This paper is organized as follows: Section 2 provides a systematic review of the current research status of multi-UAV task allocation problems at home and abroad. Section 3 constructs a model of the MOMCCTAP for specific application scenarios. Section 4 elaborates on the DRL-SOA. Section 5 discusses the design and implementation of multiple sets of simulation experiments to verify the performance advantages of the DRL-SOA. Section 6 summarizes the main work of the full text and looks ahead to future research directions.

2. Related Work

To model real-world application scenarios, numerous multi-UAV cooperative task allocation models have been developed.
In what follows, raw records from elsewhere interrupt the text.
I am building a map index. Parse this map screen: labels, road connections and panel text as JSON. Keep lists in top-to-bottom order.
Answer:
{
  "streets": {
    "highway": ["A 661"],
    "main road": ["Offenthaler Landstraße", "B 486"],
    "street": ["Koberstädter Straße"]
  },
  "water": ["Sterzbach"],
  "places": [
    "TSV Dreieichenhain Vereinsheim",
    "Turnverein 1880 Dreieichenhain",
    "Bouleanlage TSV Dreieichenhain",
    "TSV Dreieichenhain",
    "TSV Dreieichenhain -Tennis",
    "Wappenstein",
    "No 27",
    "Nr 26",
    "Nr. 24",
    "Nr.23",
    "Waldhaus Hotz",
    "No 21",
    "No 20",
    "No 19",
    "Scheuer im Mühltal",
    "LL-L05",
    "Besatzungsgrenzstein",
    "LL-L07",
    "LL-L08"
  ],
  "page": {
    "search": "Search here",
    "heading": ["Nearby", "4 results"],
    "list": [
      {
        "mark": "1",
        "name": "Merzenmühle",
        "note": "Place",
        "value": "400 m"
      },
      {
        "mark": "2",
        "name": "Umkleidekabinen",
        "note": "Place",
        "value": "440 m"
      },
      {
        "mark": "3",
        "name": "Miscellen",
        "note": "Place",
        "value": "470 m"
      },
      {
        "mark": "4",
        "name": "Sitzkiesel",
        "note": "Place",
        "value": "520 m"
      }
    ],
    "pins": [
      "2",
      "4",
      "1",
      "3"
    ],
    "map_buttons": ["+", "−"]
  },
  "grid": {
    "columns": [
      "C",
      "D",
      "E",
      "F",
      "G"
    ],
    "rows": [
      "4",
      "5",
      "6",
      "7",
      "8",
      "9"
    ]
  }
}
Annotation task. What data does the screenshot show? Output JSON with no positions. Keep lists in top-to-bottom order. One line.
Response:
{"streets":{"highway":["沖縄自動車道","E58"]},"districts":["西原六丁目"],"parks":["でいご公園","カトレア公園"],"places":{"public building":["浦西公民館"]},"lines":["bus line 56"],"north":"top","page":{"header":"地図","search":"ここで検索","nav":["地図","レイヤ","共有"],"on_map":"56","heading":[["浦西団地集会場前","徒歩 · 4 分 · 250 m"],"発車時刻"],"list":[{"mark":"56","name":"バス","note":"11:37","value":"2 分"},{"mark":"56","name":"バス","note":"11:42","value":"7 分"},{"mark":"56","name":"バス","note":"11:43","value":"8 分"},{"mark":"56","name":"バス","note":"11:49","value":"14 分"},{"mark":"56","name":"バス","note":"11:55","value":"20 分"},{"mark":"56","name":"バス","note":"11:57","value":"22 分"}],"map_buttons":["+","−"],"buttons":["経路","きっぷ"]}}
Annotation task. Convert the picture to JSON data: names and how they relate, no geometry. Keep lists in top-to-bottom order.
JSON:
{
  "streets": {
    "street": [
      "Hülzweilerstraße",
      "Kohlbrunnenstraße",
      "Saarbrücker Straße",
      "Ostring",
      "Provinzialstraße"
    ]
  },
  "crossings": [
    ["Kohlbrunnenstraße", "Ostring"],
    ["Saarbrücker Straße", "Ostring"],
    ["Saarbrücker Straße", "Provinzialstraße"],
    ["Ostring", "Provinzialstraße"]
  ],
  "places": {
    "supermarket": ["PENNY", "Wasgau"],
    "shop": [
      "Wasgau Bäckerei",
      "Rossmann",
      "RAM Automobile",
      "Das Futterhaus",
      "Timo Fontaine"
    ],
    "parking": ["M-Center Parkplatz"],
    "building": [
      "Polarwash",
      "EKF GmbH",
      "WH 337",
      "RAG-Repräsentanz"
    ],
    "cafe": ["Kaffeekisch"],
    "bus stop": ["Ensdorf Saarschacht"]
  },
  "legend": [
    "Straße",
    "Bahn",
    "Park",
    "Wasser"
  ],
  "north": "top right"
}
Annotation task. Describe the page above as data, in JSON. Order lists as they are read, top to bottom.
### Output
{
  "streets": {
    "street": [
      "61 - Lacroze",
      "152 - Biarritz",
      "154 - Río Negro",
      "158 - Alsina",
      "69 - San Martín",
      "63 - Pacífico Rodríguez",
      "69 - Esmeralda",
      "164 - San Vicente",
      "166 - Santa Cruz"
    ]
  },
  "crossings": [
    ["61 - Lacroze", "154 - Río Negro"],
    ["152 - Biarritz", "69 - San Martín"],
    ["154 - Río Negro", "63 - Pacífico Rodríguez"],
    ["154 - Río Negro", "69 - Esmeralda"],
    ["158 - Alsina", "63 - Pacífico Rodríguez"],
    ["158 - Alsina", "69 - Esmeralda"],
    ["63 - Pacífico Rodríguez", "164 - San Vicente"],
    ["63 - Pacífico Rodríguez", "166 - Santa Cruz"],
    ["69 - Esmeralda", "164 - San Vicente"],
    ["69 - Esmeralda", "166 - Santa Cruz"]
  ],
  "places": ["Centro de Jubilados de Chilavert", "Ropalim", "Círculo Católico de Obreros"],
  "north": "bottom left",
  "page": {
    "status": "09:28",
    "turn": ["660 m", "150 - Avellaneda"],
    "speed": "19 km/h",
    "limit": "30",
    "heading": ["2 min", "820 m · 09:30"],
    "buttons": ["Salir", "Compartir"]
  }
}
For instance, Hu et al. [5] formulated a multi-target tracking task allocation model by incorporating three key performance metrics—total tracking distance, fairness in task distribution, and timeliness of execution—under task-specific constraints. Wu et al. [6] proposed a UAV load-balancing optimization method by jointly considering flight distance and task execution time. Their evaluation framework quantitatively analyzed the overall task execution efficiency and coordination by measuring the cumulative flight path lengths of all UAVs and the total time required to complete tasks within the mission area. Ma et al. [7] addressed time constraints and the heterogeneous capabilities and task demands among UAVs, designing a model that reflects practical diversity in UAV systems. Liu et al. [8] introduced a two-stage centralized task assignment approach for forest resource reconnaissance, integrating expectation-maximization clustering with a multi-dimensional knapsack problem (KNKP) framework. Zhang et al. [9] accounted for multiple complex constraints from real-world mission environments and developed a UAV formation task planning model aimed at minimizing both task execution and route planning costs. Lastly, Peng et al. [10] presented a dynamic task allocation strategy inspired by the division of labor in wolf packs. Their method combined decentralized individual choices with centralized group decisions, enhancing the adaptability, coordination, and robustness of UAV swarm operations in dynamic environments.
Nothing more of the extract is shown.